:: Data under study ::
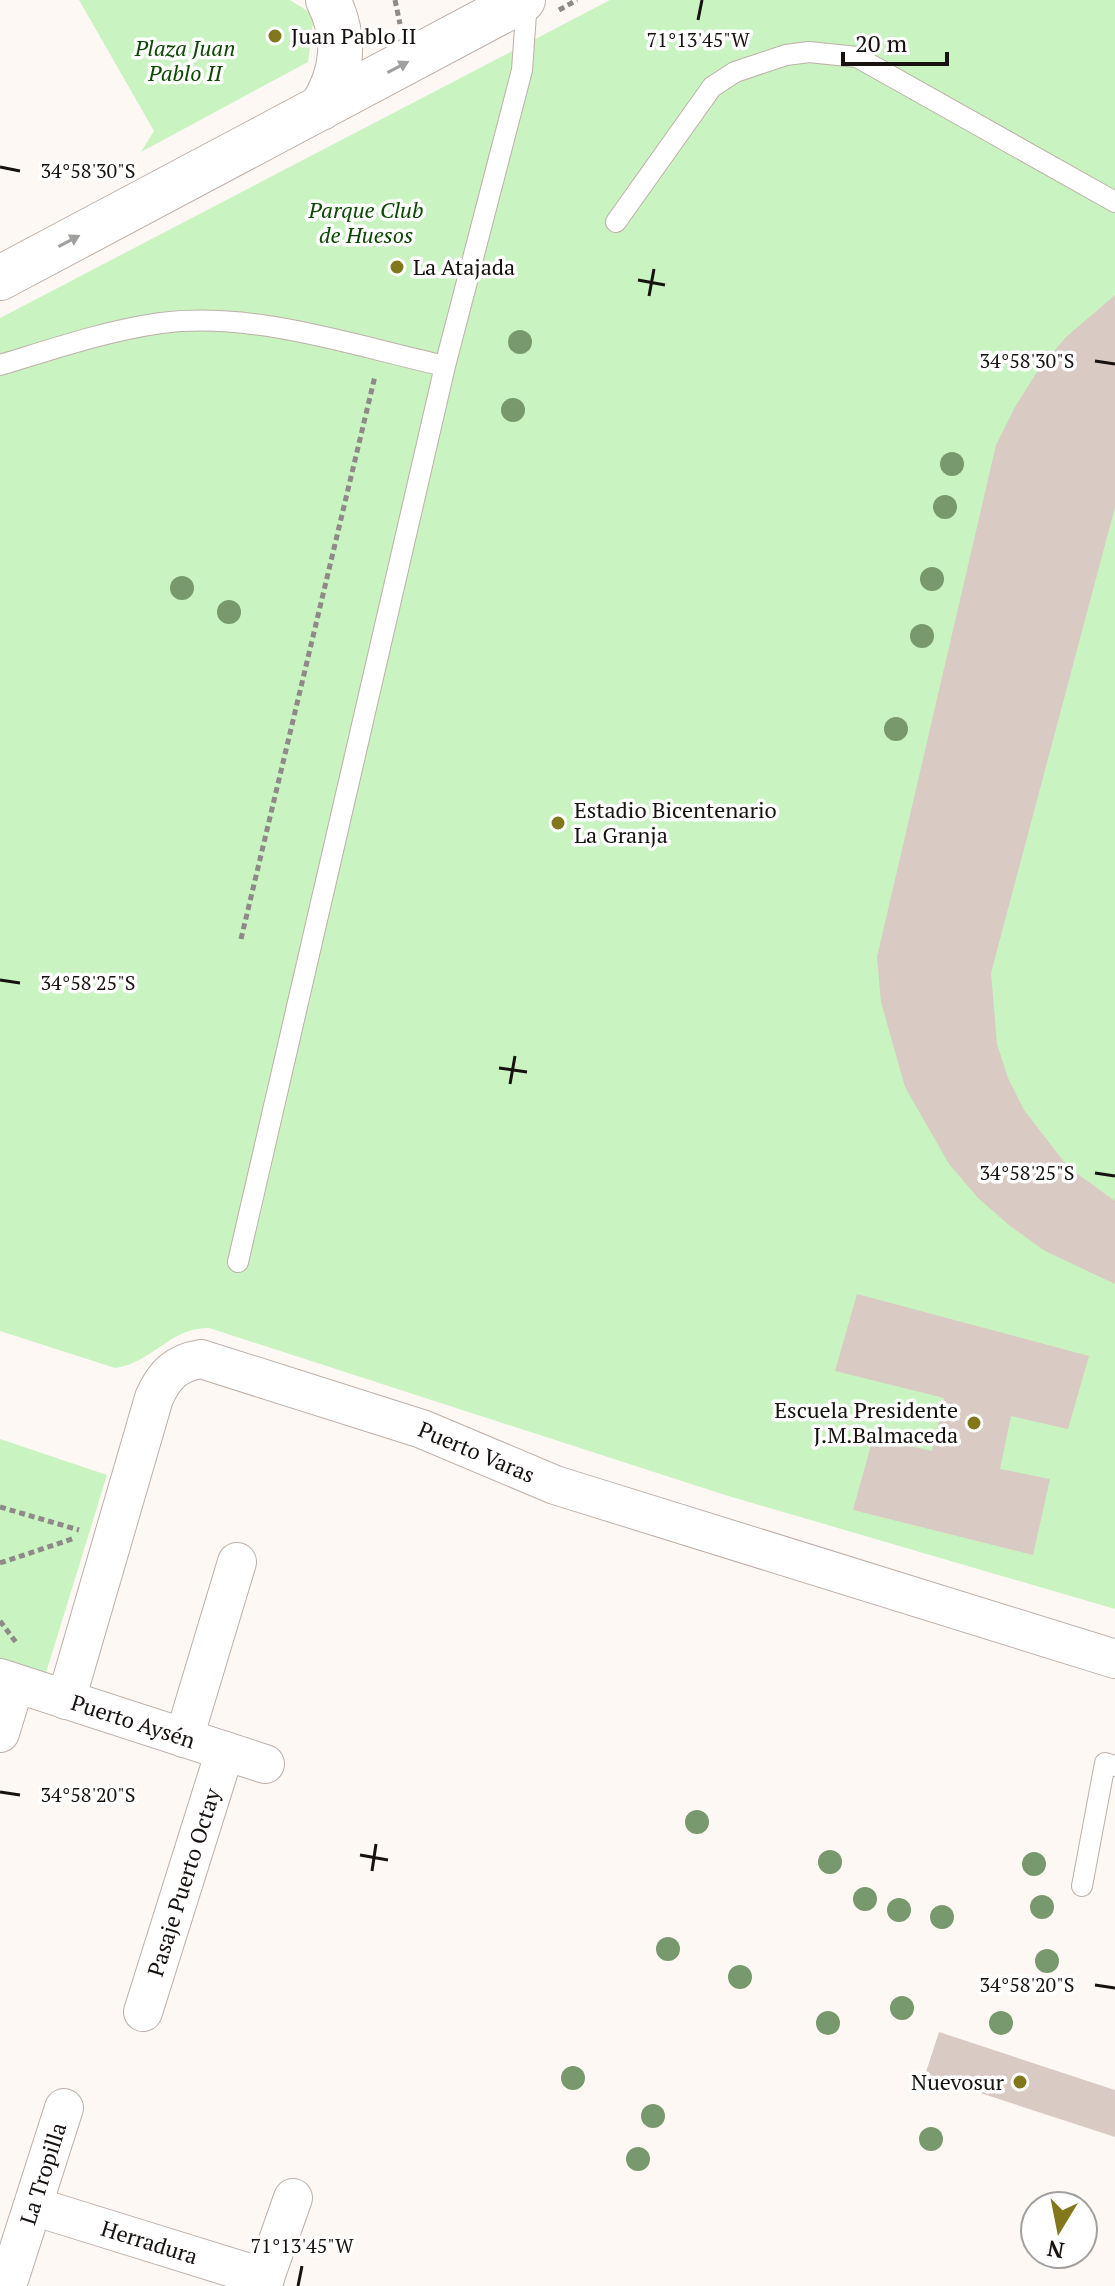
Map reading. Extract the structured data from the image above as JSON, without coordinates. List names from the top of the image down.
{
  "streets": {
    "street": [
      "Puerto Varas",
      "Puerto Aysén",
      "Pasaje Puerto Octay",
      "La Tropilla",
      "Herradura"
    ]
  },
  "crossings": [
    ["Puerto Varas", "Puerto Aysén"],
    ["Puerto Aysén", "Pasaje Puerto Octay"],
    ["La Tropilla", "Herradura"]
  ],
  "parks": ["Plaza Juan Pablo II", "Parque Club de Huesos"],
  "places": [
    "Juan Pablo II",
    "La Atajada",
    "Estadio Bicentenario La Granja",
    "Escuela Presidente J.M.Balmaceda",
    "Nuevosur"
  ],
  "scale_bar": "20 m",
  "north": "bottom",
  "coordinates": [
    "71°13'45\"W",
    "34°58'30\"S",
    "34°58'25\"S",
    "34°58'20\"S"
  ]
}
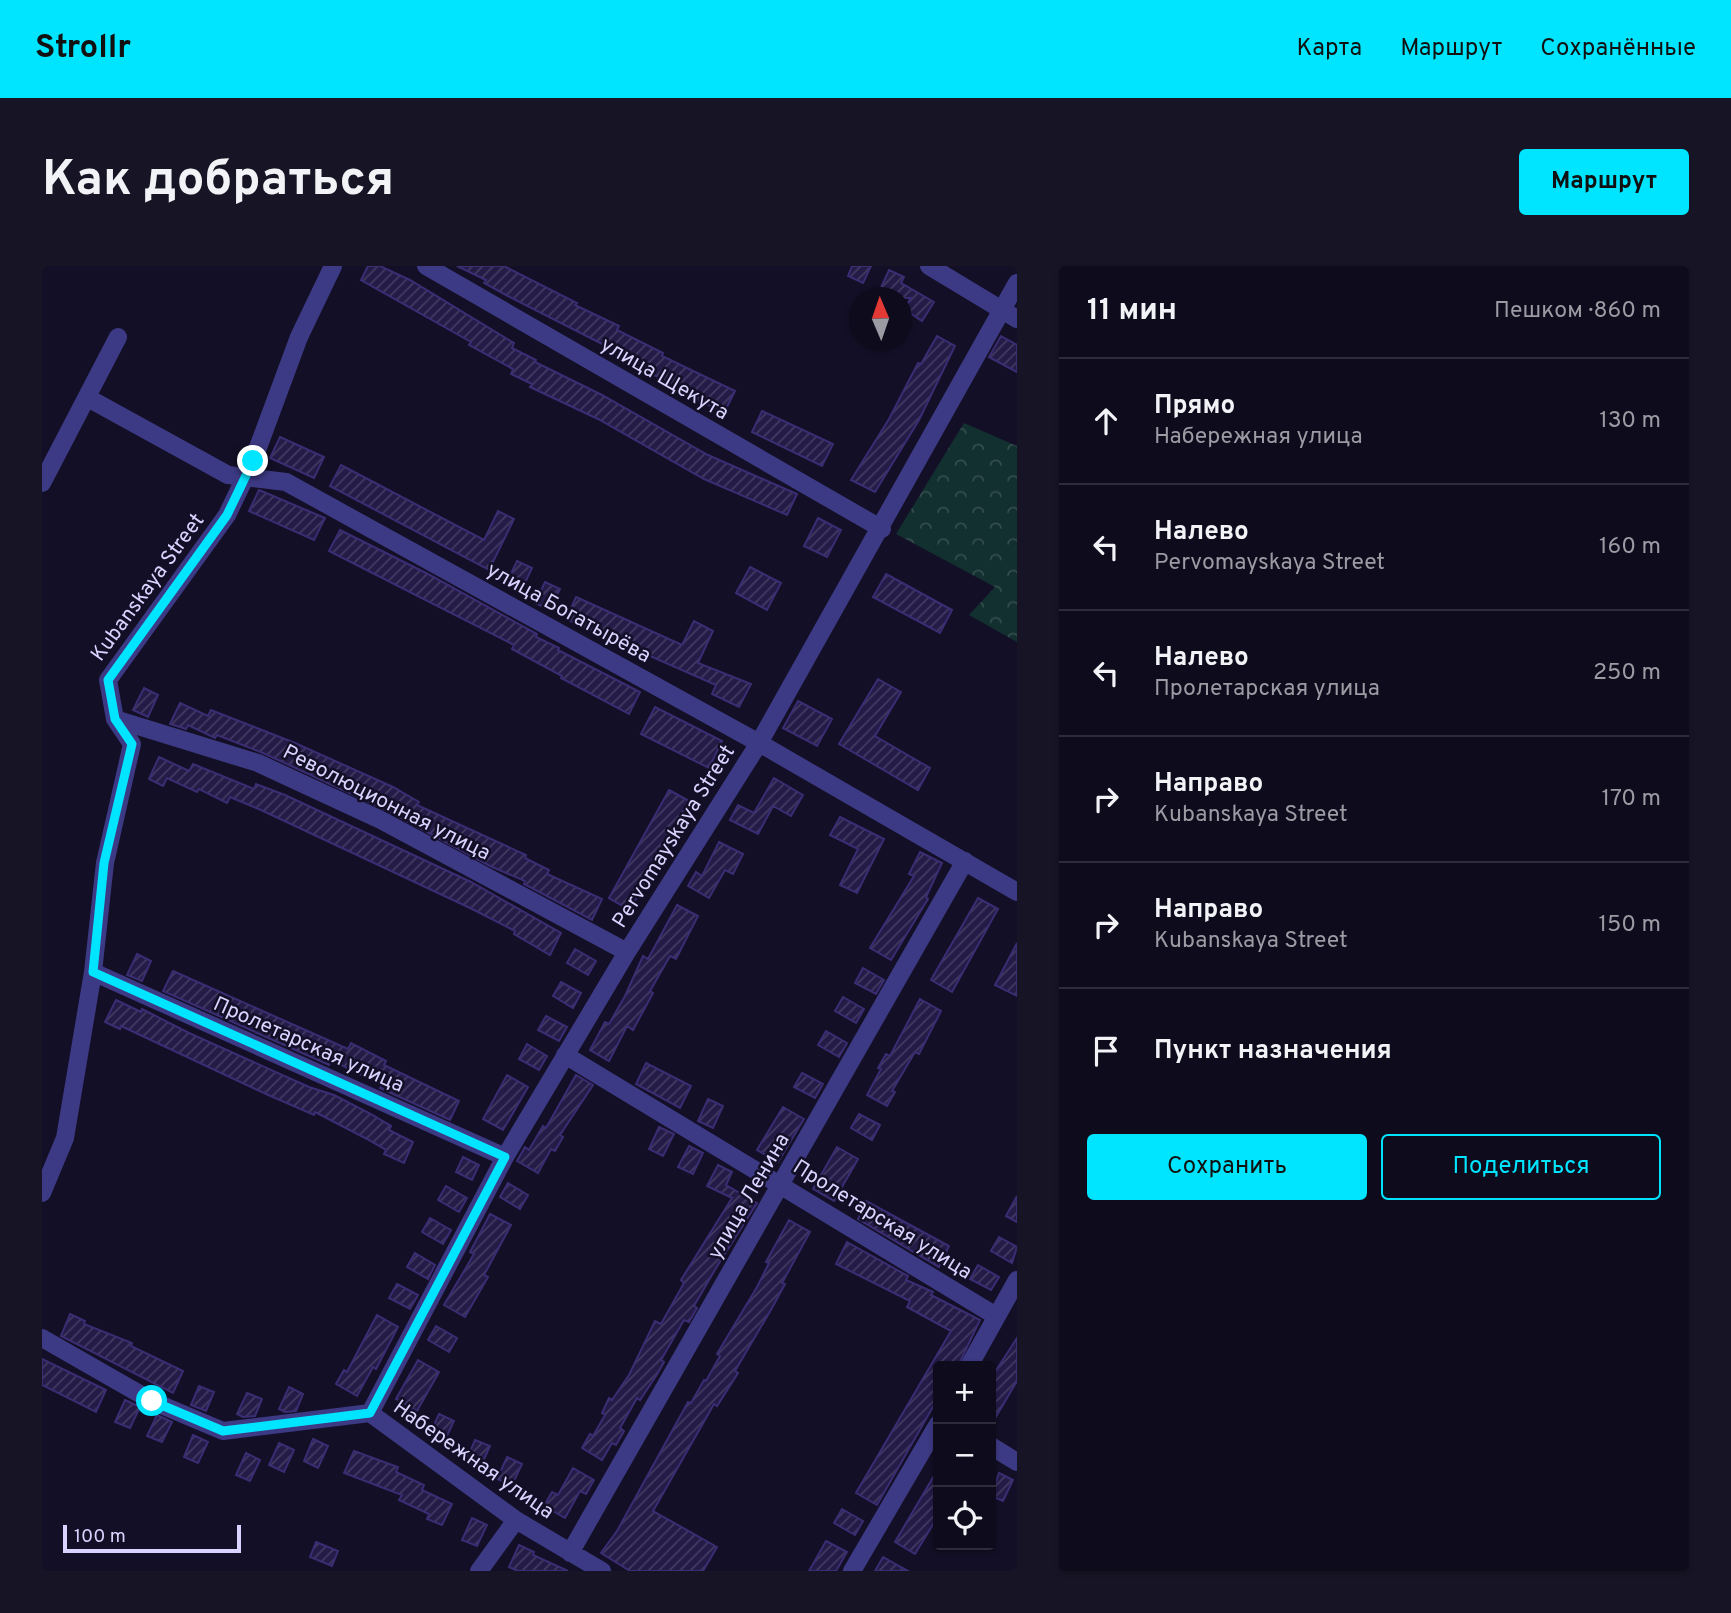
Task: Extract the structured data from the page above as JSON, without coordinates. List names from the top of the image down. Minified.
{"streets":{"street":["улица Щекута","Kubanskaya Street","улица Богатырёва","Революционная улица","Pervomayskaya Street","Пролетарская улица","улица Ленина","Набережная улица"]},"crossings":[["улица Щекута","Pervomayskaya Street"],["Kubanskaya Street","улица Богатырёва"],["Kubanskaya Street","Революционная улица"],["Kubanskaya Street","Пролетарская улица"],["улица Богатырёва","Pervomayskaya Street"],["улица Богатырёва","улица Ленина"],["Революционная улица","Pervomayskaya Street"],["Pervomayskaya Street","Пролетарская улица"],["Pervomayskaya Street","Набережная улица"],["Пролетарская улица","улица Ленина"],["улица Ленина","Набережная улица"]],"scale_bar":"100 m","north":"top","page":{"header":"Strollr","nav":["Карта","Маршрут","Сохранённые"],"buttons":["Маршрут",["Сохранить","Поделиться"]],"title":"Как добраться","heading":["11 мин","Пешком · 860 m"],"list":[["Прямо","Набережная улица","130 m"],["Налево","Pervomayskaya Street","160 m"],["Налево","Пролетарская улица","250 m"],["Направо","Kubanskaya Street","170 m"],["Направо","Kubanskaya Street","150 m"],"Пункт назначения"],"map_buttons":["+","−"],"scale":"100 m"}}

:: Problem statement ::
Print every line above once more, exactly. Omit the pictures.

:: Reply ::
Map reading. Extract the structured data from the image above as JSON, without coordinates. List names from the top of the image down.
{
  "streets": {
    "street": [
      "Puerto Varas",
      "Puerto Aysén",
      "Pasaje Puerto Octay",
      "La Tropilla",
      "Herradura"
    ]
  },
  "crossings": [
    ["Puerto Varas", "Puerto Aysén"],
    ["Puerto Aysén", "Pasaje Puerto Octay"],
    ["La Tropilla", "Herradura"]
  ],
  "parks": ["Plaza Juan Pablo II", "Parque Club de Huesos"],
  "places": [
    "Juan Pablo II",
    "La Atajada",
    "Estadio Bicentenario La Granja",
    "Escuela Presidente J.M.Balmaceda",
    "Nuevosur"
  ],
  "scale_bar": "20 m",
  "north": "bottom",
  "coordinates": [
    "71°13'45\"W",
    "34°58'30\"S",
    "34°58'25\"S",
    "34°58'20\"S"
  ]
}
Task: Extract the structured data from the page above as JSON, without coordinates. List names from the top of the image down. Minified.
{"streets":{"street":["улица Щекута","Kubanskaya Street","улица Богатырёва","Революционная улица","Pervomayskaya Street","Пролетарская улица","улица Ленина","Набережная улица"]},"crossings":[["улица Щекута","Pervomayskaya Street"],["Kubanskaya Street","улица Богатырёва"],["Kubanskaya Street","Революционная улица"],["Kubanskaya Street","Пролетарская улица"],["улица Богатырёва","Pervomayskaya Street"],["улица Богатырёва","улица Ленина"],["Революционная улица","Pervomayskaya Street"],["Pervomayskaya Street","Пролетарская улица"],["Pervomayskaya Street","Набережная улица"],["Пролетарская улица","улица Ленина"],["улица Ленина","Набережная улица"]],"scale_bar":"100 m","north":"top","page":{"header":"Strollr","nav":["Карта","Маршрут","Сохранённые"],"buttons":["Маршрут",["Сохранить","Поделиться"]],"title":"Как добраться","heading":["11 мин","Пешком · 860 m"],"list":[["Прямо","Набережная улица","130 m"],["Налево","Pervomayskaya Street","160 m"],["Налево","Пролетарская улица","250 m"],["Направо","Kubanskaya Street","170 m"],["Направо","Kubanskaya Street","150 m"],"Пункт назначения"],"map_buttons":["+","−"],"scale":"100 m"}}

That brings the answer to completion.